Labor and Inequality in Boston and Massachusetts: The first ten years of the twenty-first century were termed a "lost decade" for Massachusetts. Top earners increased their incomes by up to 10%, while low wage workers saw their income stagnate or decline by up to 20%. Massachusetts is now one of the most unequal states in the country, with Boston leading the way. Nor did the post-2008 recovery do much to reverse these trends. Massachusetts recovered from the recession faster than the rest of the country, but over 85% of the new jobs were in low-wage sectors. Unemployment remains significant, and disproportionately high for black and Hispanic workers. What is the current state of working people in Massachusetts? How have workers been impacted by recent political and economic changes? What is the impact of Massachusetts' unions on working people and the state as a whole?

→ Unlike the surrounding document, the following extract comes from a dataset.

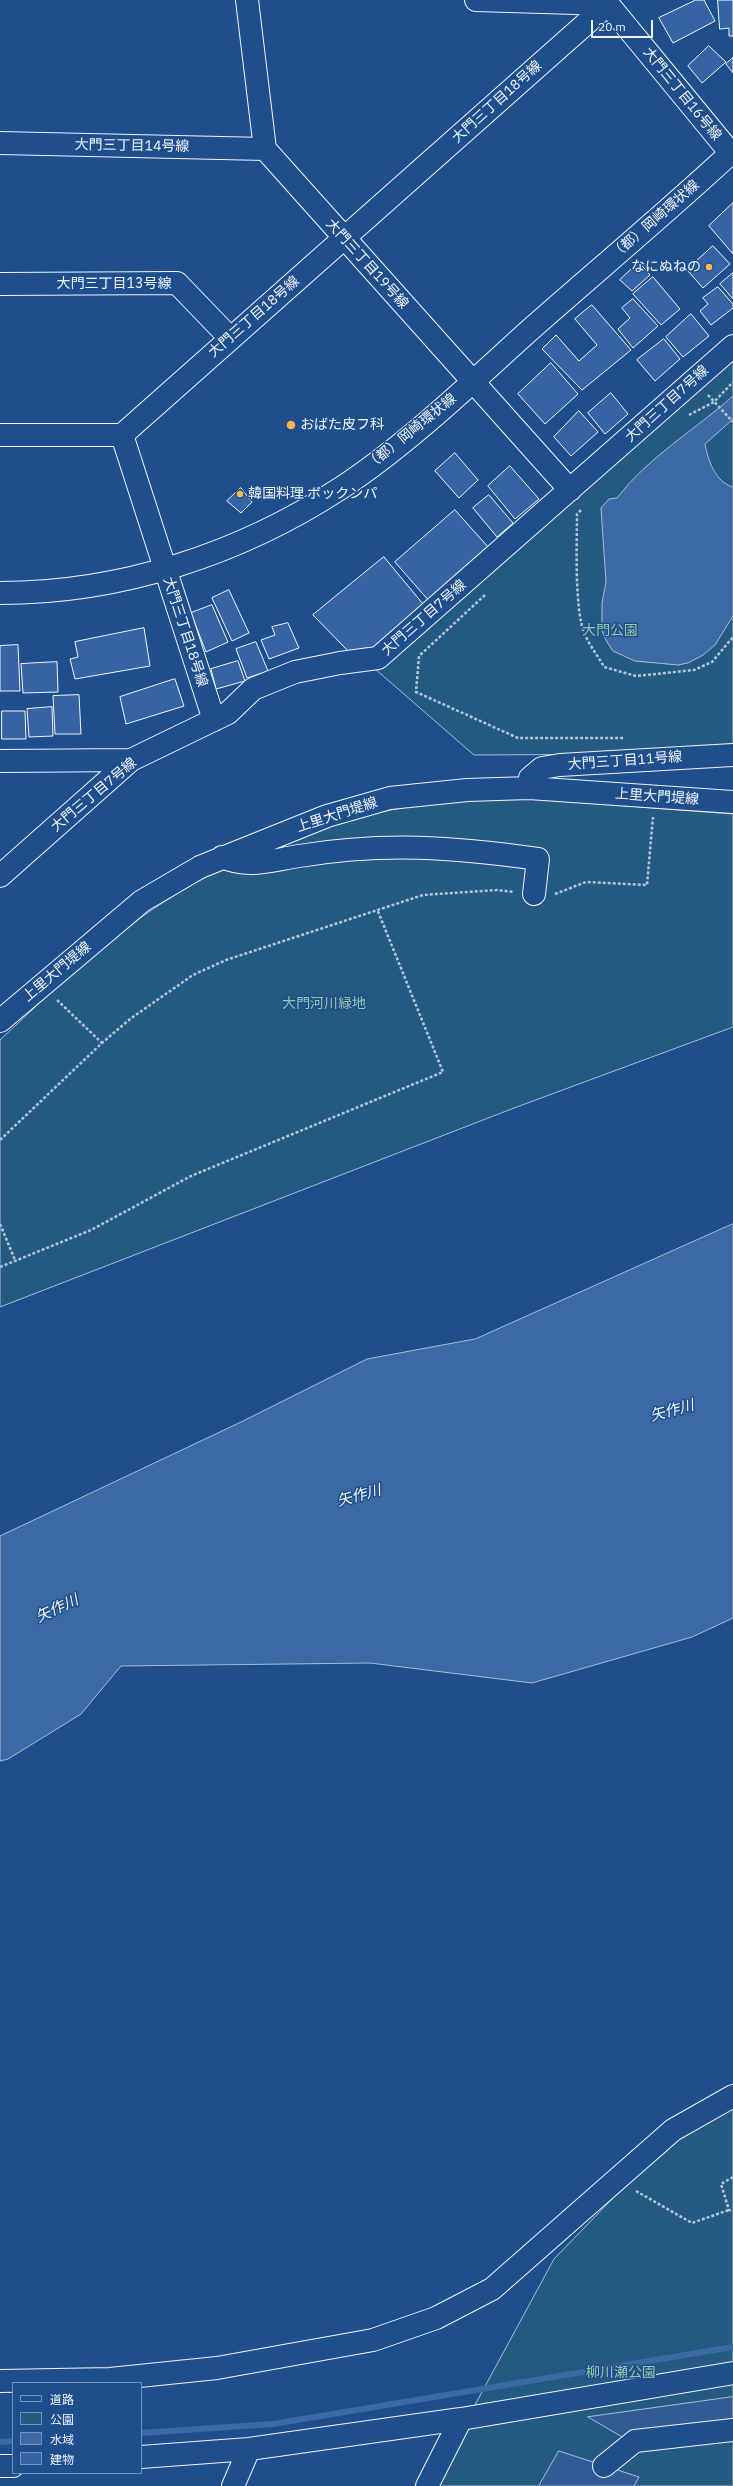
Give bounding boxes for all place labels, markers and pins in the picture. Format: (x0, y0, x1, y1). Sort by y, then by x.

Strikes, Lockouts, and Workplace Power: During the 1970s, there were an average of nearly 300 major work stoppages involving 1,000 or more workers annually in the United States. By the 1990s, that number had fallen to about 35 per year. And in 2009, there were no more than five. Moreover, when work stoppages do occur they are twice as likely to be the product of a company lockout than they were a decade ago. However, in the last year, workers--pushed to the limit both within and outside of unions--are breathing new life into the strike at the same time as employers have retained the upper hand and become increasingly brazen when confronted with such challenges. Some argue that labor needs to resurrect the strike as a central strategy to rebuild power at work and strengthen the labor movement as a whole. By contrast, others see the strike as outdated, or a tactic that could produce disastrous results for workers given the overall weakness of the labor rmovement. What is the present and future of one of labor's most powerful weapons--the strike--within a context where employers are sufficiently confident to impose lockouts? And, more broadly, what tactics--from the corporate campaign to street protests--have proven effective for recapturing power in (and beyond) the workplace at a tiem when laws, policies, and corporate power are so firmly stacked against unions?

Where do we go from here? Elections, Legislation, Organizing: The labor movement has long struggled with the question of how to engage in politics. As union density declined and the political winds shifted to the right, this discussion only intensified, with the loss of political power leading many in the labor movement to explore (or revisit) a wide range of ideas and strategies. Some have argued that unions and other labor organizations should concentrate their efforts on the electoral process--by supporting the Democratic Party, backing progressive candidates, establishing a third party, etc. Others have stressed the importance of building mass movements, seeing elections as a distraction from organizing. And still others advocate the backing of legislation and state-wide initiative campaigns as more effective tools for raising wages, protecting the public good, or altering the tax structure. Such debates, in turn, hinge on even broader questions: What is the relationship between labor and the larger progressive movement? How do we best approach elections, legislation, and organizing in ways that address short-term needs while strengthening unions, labor, and social movements for a long-term fight against inequality? What are effective paths in the current political climate?